Strażnica grudzień 2018 roku s.19

„Ktoś może jednak argumentować, że nie każdy, kto idzie na wyższe studia, traci wiarę chrześcijańską bądź umiera wskutek przedawkowania narkotyków. To prawda. Niektórzy absolwenci stają się wartościowymi, pracowitymi członkami zboru chrześcijańskiego. Pomyśl jednak, czytelniku, że nie każde dziecko bawiące się na ruchliwej ulicy ginie pod kołami przejeżdżających samochodów. Część z nich dorasta bez doznania szwanku. Ale czy z tego powodu pozwolisz dzieciom bawić się na takiej ruchliwej ulicy?”
Strażnica Rok CIV [1983] Nr 17 s. 19

Dlaczego Świadkowie Jehowy zniechęcają do Wyższego Wykształcenia

„Wszelkim świeckim karierom wkrótce będzie położony kres. Po co więc nasza młodzież miałaby dzisiaj interesować się „wyższymi studiami” i przygotowywać się do przyszłości, która się wcale nie urzeczywistni? Wyższe uczelnie i tak już stoją na krawędzi chaosu. Najważniejsze wiadomości potrzebne w życiu można zdobyć pilną nauką w szkole średniej, a ponadto Jehowa przez swoją organizację udostępnia nam najwyższe wykształcenie, przygotowujące do radosnego pełnienia pełnoczasowej służby Bożej, która będzie trwała bez końca.

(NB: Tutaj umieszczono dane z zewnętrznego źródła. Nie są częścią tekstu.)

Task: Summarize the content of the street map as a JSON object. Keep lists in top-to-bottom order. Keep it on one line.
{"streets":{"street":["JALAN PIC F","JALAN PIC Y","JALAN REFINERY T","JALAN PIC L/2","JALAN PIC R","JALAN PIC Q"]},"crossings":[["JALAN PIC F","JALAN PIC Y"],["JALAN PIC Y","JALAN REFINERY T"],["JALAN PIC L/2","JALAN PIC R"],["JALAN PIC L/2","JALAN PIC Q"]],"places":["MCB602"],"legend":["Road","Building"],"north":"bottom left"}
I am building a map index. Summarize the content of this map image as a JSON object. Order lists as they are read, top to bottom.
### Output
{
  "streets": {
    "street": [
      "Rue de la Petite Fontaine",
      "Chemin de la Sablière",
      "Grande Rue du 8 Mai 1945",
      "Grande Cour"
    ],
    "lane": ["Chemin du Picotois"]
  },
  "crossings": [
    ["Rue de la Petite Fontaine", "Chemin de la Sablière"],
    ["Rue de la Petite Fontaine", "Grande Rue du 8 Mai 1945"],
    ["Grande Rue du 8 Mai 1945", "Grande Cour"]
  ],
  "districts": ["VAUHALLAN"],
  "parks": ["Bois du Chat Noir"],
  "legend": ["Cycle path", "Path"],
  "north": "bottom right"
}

Strażnica 1972 (XCIII) numer 19 s. 11

„Jednakże Szatan, mistrz zwodzenia, sprawił, że zabieganie o wyższe wykształcenie staje się dla chrześcijan pułapką (2 Kor. 11:14). Wielu młodych zdobywających wyższe wykształcenie odpadło od wiary lub uwikłało się w niemoralność. „Walka o wiarę” jest szczególnie trudna, gdy ktoś rezygnuje z pozytywnego wpływu, jaki wywierał na niego dom i zbór, i dostaje się pod wpływ środowiska akademickiego (Judy 3). Oprócz narażenia na złe towarzystwo, wyższe wykształcenie często podkopuje wiarę w Jehowę Boga i Biblię.”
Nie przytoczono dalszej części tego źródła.